In football, two years can be a lifetime, and for Clausen it only took 10 starts for the Carolina Panthers to give up on their 2010 2nd round pick. Cam Newton, Carolina’s 2011 first round draft choice, is more than just the quarterback of the future in Carolina, he’s the identity the franchise had been searching for since their inaugural season in 1995. He’s what some in Carolina had hoped Jimmy Clausen could be.

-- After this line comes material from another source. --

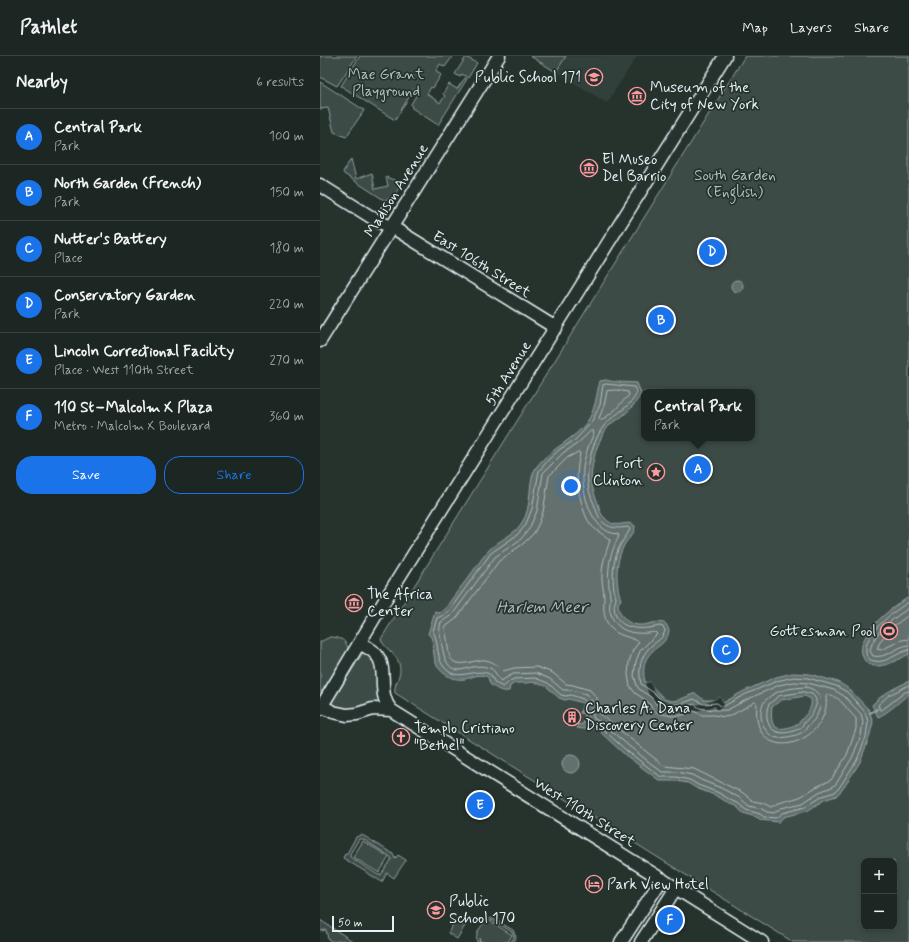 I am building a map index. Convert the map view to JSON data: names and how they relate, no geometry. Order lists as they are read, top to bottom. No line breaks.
{"streets":{"main road":["Madison Avenue","East 106th Street","5th Avenue","West 110th Street"]},"crossings":[["Madison Avenue","East 106th Street"],["East 106th Street","5th Avenue"]],"water":["Harlem Meer"],"parks":["Mae Grant Playground","South Garden (English)"],"places":{"school or university":["Public School 171","Public School 170"],"museum":["Museum of the City of New York","El Museo Del Barrio","The Africa Center"],"place":["Fort Clinton"],"sports":["Gottesman Pool"],"building":["Charles A. Dana Discovery Center"],"church":["Templo Cristiano \"Bethel\""],"hotel":["Park View Hotel"]},"scale_bar":"50 m","page":{"header":"Pathlet","nav":["Map","Layers","Share"],"heading":["Nearby","6 results"],"list":[{"mark":"A","name":"Central Park","note":"Park","value":"100 m"},{"mark":"B","name":"North Garden (French)","note":"Park","value":"150 m"},{"mark":"C","name":"Nutter's Battery","note":"Place","value":"180 m"},{"mark":"D","name":"Conservatory Garden","note":"Park","value":"220 m"},{"mark":"E","name":"Lincoln Correctional Facility","note":"Place · West 110th Street","value":"270 m"},{"mark":"F","name":"110 St–Malcolm X Plaza","note":"Metro · Malcolm X Boulevard","value":"360 m"}],"pins":["D","B","A","C","E","F"],"popup":["Central Park","Park"],"buttons":["Save","Share"],"map_buttons":["+","−"],"scale":"50 m"}}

But thus far Jimmy Clausen has been nothing but a powder keg of potential. Countless reports have been written about how good Jimmy Clausen was going to be since his junior year of high school in 2005. He was called the “LeBron James of football,” and every big name school from USC, near his home in Thousand Oaks, California, to Tennessee, where his brother Casey lead the the Volunteers to three winning seasons, tried to recruit Clausen. Clausen opted for the glory of Notre Dame, where then head coach Charlie Weis salivated over the opportunity to inject Clausen into his pro-style offense.
But the Clausen/Weis era was a disaster for Notre Dame, leading to Weis’ firing after the 2009 season, which lead Clausen to declare himself eligible for the 2010 NFL draft. Early projections saw Clausen going in the early first round, but draft day 2010 was less kind. Teams such as Buffalo, Jacksonville, San Francisco, and Cleveland, all seemingly needing quarterbacks, passed on Clausen until he ended up in Carolina, a situation that looked excellent for the young passer, given that long time Panthers starter Jake Delhomme was moving on, and the Panthers were a team only a year removed from the two seed in the NFC.

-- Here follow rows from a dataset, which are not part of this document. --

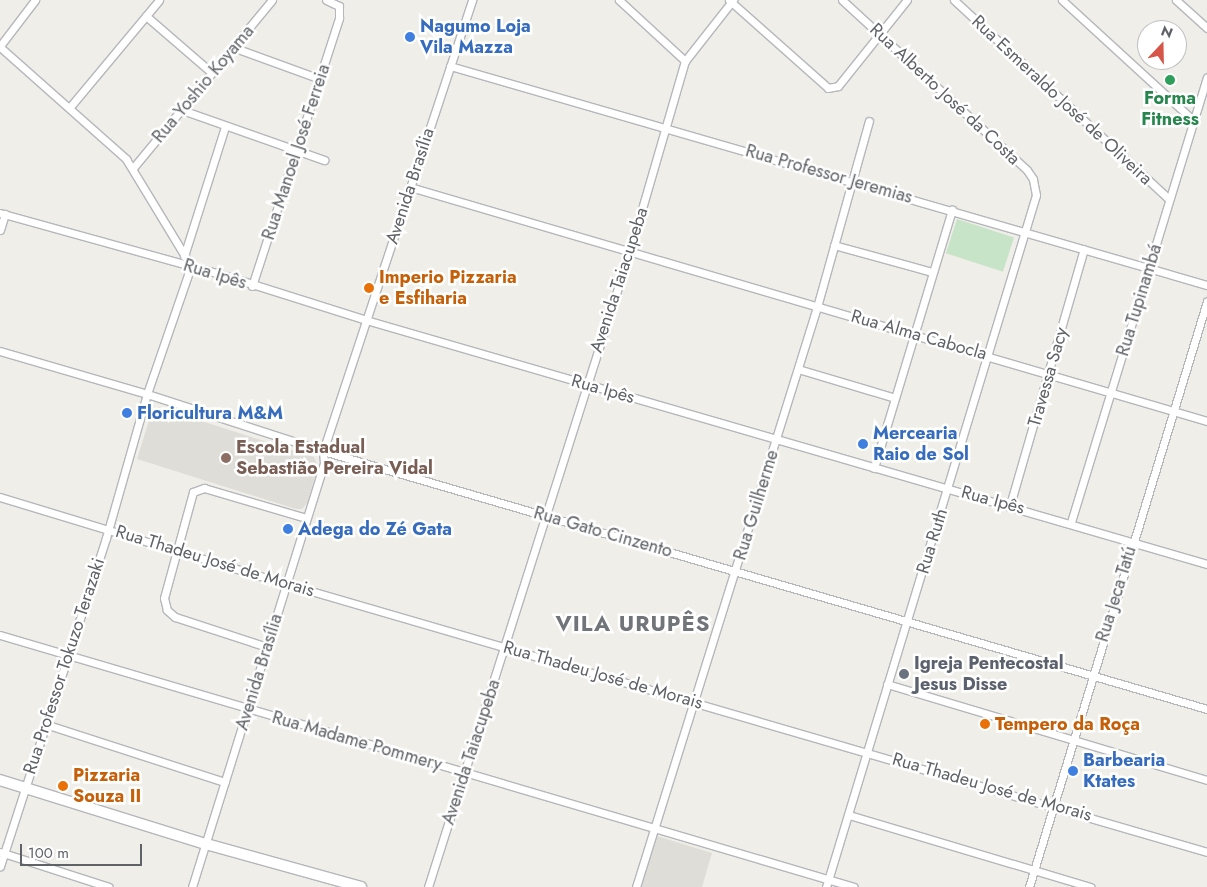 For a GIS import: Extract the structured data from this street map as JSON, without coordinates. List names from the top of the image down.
{
  "streets": {
    "street": [
      "Rua Yoshio Koyama",
      "Rua Alberto José da Costa",
      "Rua Esmeraldo José de Oliveira",
      "Rua Manoel José Ferreia",
      "Rua Professor Jeremias",
      "Avenida Brasília",
      "Rua Ipês",
      "Avenida Taiacupeba",
      "Rua Tupinambá",
      "Rua Alma Cabocla",
      "Travessa Sacy",
      "Rua Guilherme",
      "Rua Gato Cinzento",
      "Rua Ruth",
      "Rua Thadeu José de Morais",
      "Rua Jeca Tatú",
      "Rua Professor Tokuzo Terazaki",
      "Rua Madame Pommery"
    ]
  },
  "crossings": [
    ["Rua Alberto José da Costa", "Rua Ruth"],
    ["Rua Esmeraldo José de Oliveira", "Rua Tupinambá"],
    ["Rua Manoel José Ferreia", "Rua Ipês"],
    ["Rua Professor Jeremias", "Avenida Brasília"],
    ["Rua Professor Jeremias", "Avenida Taiacupeba"],
    ["Rua Professor Jeremias", "Rua Tupinambá"],
    ["Rua Professor Jeremias", "Travessa Sacy"],
    ["Rua Professor Jeremias", "Rua Guilherme"],
    ["Rua Professor Jeremias", "Rua Ruth"],
    ["Avenida Brasília", "Rua Ipês"],
    ["Avenida Brasília", "Rua Alma Cabocla"],
    ["Avenida Brasília", "Rua Gato Cinzento"],
    ["Avenida Brasília", "Rua Thadeu José de Morais"],
    ["Avenida Brasília", "Rua Madame Pommery"],
    ["Rua Ipês", "Avenida Taiacupeba"],
    ["Rua Ipês", "Rua Tupinambá"],
    ["Rua Ipês", "Travessa Sacy"],
    ["Rua Ipês", "Rua Guilherme"],
    ["Rua Ipês", "Rua Ruth"],
    ["Rua Ipês", "Rua Jeca Tatú"],
    ["Rua Ipês", "Rua Professor Tokuzo Terazaki"],
    ["Avenida Taiacupeba", "Rua Alma Cabocla"],
    ["Avenida Taiacupeba", "Rua Gato Cinzento"],
    ["Avenida Taiacupeba", "Rua Thadeu José de Morais"],
    ["Avenida Taiacupeba", "Rua Madame Pommery"],
    ["Rua Tupinambá", "Rua Alma Cabocla"],
    ["Rua Alma Cabocla", "Travessa Sacy"],
    ["Rua Alma Cabocla", "Rua Guilherme"],
    ["Rua Alma Cabocla", "Rua Ruth"],
    ["Rua Alma Cabocla", "Rua Jeca Tatú"],
    ["Rua Guilherme", "Rua Gato Cinzento"],
    ["Rua Guilherme", "Rua Thadeu José de Morais"],
    ["Rua Guilherme", "Rua Madame Pommery"],
    ["Rua Gato Cinzento", "Rua Ruth"],
    ["Rua Gato Cinzento", "Rua Jeca Tatú"],
    ["Rua Gato Cinzento", "Rua Professor Tokuzo Terazaki"],
    ["Rua Ruth", "Rua Thadeu José de Morais"],
    ["Rua Ruth", "Rua Madame Pommery"],
    ["Rua Thadeu José de Morais", "Rua Jeca Tatú"],
    ["Rua Thadeu José de Morais", "Rua Professor Tokuzo Terazaki"],
    ["Rua Professor Tokuzo Terazaki", "Rua Madame Pommery"]
  ],
  "districts": ["VILA URUPÊS"],
  "places": [
    "Nagumo Loja Vila Mazza",
    "Forma Fitness",
    "Imperio Pizzaria e Esfiharia",
    "Floricultura M&M",
    "Mercearia Raio de Sol",
    "Escola Estadual Sebastião Pereira Vidal",
    "Adega do Zé Gata",
    "Igreja Pentecostal Jesus Disse",
    "Tempero da Roça",
    "Barbearia Ktates",
    "Pizzaria Souza II"
  ],
  "scale_bar": "100 m",
  "north": "top"
}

But 2010 was such a disaster in Carolina that John Fox, the head coach who drafted Clausen, lost his job. Wide receiver Steve Smith publicly griped about Clausen’s poor play, and it was even rumored that Clausen’s teammates vehemently disliked him, a reputation that had been following the young passer since high school.
But Clausen is still young, and at age 24 he’s played in a lot of games, seen a lot of adversity, and has played for some excellent coaches to potentially learn from. In the long run, his awful rookie campaign and this year on the bench could supplement his three years as a starter at Notre Dame towards developing Clausen into a better NFL player. Perhaps he learned from his shortcomings as a leader in Carolina and can one day become a captain elsewhere.
But right now there’s nothing Jimmy Clausen can do. Barring a major injury to Cam Newton, Clausen will not see the field the rest of the 2011 season. Odds are that Carolina will fully endorse Newton at the end of the year and part ways with Clausen’s salary, allowing Clausen and his agent to decide where the best place for Jimmy Clausen to continue his NFL career will be.
But there’s one problem: teams traditionally don’t invest their future in other teams damaged goods. Clausen will also hit a market that includes Kyle Orton, David Garrard, Vince Young, Brady Quinn, Chad Pennington, Matt Flynn, and potentially Peyton Manning. Though Clausen is likely viewed as having more upside than those players (based entirely on age), odds are that at least some of those players are going to inherit the open starting jobs, forcing Clausen to follow Matt Leinart and the aforementioned Young in taking backup jobs in situations they seem as potentially fruitful.
Or maybe Clausen won’t be so lucky. Maybe teams like Jacksonville, Cleveland, St. Louis, Minnesota, Seattle, or Arizona won’t want him. Maybe Clausen will be forced to sign on as a backup to a well-engraved starter such as Eli Manning, Ben Roethlisberger, or Matthew Stafford. But Clausen doesn’t deserve that, not yet.
But for Jimmy Clausen it’s never been about learning, growing, and developing. Dating back to his days in high school he’s been expected to be great, resulting in a sense of entitlement. And while the LeBron James comparisons have become laughable, Jimmy Clausen should get another shot to be an NFL starter. Clausen has potential and he has talent, what he didn't have were the intangibles, but this summer some NFL team will buy into what the scouts have written one more time, and give Jimmy Clausen one last chance to prove they're right.